To use base conda environment to run scraping codes

### Scraping codes to scrape glassdoor's DBS reviews (Sort to show the most recent reviews)

Countries of interest: Singapore, Taiwan, Hong Kong, India, China, Indonesia

Positions of interest: Contract, Part-time, Full-time

To select companies based on P&L 

Group 1: Foreign banks in Singapore: Source (https://sgbanks.com)
(JP Morgan Singapore, Goldman Sachs)
 
Group 2: Local Banks (UOB, OCBC)
- UOB ratings - 3.5
- OCBC ratings - 3.6

Group 3: Source (https://www.glassdoor.com/Explore/top-information-technology-companies-singapore_IS.4,26_ISEC10013_IL.37,46_IM1123.htm) 
Tech Companies (Google, Apple, Microsoft)

### Steps to be automated:
1. On page 1, clicking on "Continue Reading" for each review will cause a pop up to appear
2. Click on 'x' for pop up
3. After scraping all info for 1st page, move on to next page
4. A 'sign up' screen will then appear
5. Click on blue 'sign in' button
6. Input email and password into 'sign in' fields and click on blue 'sign in' button
7. After step 6, will land on pg 2
8. Proceed to click on 'Continue Reading' for all reviews. But this time, no pop up will appear
9. Scrape wanted info and move on to next page
10. Repeat step 9 for the rest of the pages

*Dataframe to be saved as xlsx as saving in csv may have some problem*

Note when running the following codes:

- If you face **WebdriverException** or **ElementClickException**, restart kernel and rerun `scraping_glassdoor_v1()`

    - **I recommend scraping only 4000 reviews at one go**. E.g., if you want to scrape reviews of a company with 10k reviews (1000 pages), I recommend scraping 4000, 4000, 2000 reviews.
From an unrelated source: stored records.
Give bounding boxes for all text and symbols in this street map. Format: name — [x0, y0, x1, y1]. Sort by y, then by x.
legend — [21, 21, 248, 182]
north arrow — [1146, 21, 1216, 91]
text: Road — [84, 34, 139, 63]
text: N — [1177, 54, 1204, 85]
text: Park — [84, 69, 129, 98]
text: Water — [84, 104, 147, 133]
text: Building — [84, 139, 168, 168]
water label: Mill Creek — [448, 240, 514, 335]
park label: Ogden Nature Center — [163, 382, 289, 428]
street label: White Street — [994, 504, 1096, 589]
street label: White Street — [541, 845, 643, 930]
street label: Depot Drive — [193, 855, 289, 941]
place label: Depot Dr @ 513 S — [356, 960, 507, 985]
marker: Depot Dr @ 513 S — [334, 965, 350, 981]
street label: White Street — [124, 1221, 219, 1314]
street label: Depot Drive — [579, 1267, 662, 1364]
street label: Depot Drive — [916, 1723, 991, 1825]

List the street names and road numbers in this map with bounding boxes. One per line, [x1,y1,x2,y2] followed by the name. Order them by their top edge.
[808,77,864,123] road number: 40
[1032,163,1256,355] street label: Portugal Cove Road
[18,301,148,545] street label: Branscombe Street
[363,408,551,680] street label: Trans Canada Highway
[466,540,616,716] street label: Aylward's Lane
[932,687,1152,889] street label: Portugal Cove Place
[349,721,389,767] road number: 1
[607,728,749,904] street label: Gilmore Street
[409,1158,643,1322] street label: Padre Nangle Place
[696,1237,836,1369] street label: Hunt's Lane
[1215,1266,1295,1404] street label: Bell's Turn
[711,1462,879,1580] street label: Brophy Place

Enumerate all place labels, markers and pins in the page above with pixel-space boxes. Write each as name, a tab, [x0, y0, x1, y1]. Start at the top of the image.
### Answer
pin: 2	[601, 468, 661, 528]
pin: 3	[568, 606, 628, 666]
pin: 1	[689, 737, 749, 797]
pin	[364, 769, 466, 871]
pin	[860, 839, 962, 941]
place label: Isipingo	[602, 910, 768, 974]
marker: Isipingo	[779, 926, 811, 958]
    - If you do that, then you need to place the url for the 1st page, 401st page and 801st page into the 2nd parameter of scraping_glassdoor_v1()

- You need to install chromedriver before using this code

- Replace the 3rd and 4th parameter of scraping_glassdoor_v1() with your email and glassdoor password

In [6]:
# Codes to scrape Glassdoor for reviews like DBS - those that do not produce any exception
import time
import math
import requests
import numpy as np
import pandas as pd
from bs4 import BeautifulSoup
from selenium import webdriver
from selenium.webdriver.common.by import By
from selenium.webdriver.support.ui import WebDriverWait
from selenium.common.exceptions import NoSuchElementException
from selenium.webdriver.support import expected_conditions as EC
from selenium.webdriver.common.action_chains import ActionChains

def scraping_glassdoor_v1(num_reviews:int, url:str, email:str, password:str):
    
    '''
    num_reviews: Number of reviews to be retrieved at one go
    url: Input url that reviews should be scraped from (vary according to country of interest)
    email: Input email that is registered on glassdoor
    password: Input password 
    '''

    date_occupation=[]
    rating=[]
    pros_list=[]
    cons_list=[]
    country_list=[]
    page_list=[]
    current_or_former_employee=[]
    recommended=[]
    ceoApproval=[]
    business_Outlook=[]
    

    driver = webdriver.Chrome(r'C:\Webdriver\chromedriver') # put directory that chromedriver is stored in
    driver.get(url)
    
    for i in range(math.ceil(num_reviews/10)):
        
        intermediate_page_list=[]

        if EC.visibility_of_all_elements_located((By.XPATH, "//*[@class='v2__EIReviewDetailsV2__continueReading']")):
            time.sleep(5)
            if i == 0: # Do the following steps if it is the first page

                # If there are "continue reading" buttons, click on those to show full reviews
                for review in driver.find_elements_by_class_name("v2__EIReviewDetailsV2__continueReading"):
                    review.click()

                    # If prompt appears, click x to close it 
                    try:
                        driver.find_element_by_class_name("modal_closeIcon").click()  #clicking on the X.
                        driver.find_element_by_class_name("modal_closeIcon-svg").click()  #clicking on the X.
                    except NoSuchElementException:
                        pass
            else:
                for review in driver.find_elements_by_class_name("v2__EIReviewDetailsV2__continueReading"):
                    driver.execute_script("var x= document.getElementsByClassName('v2__EIReviewDetailsV2__continueReading')[0];"+"x.click();")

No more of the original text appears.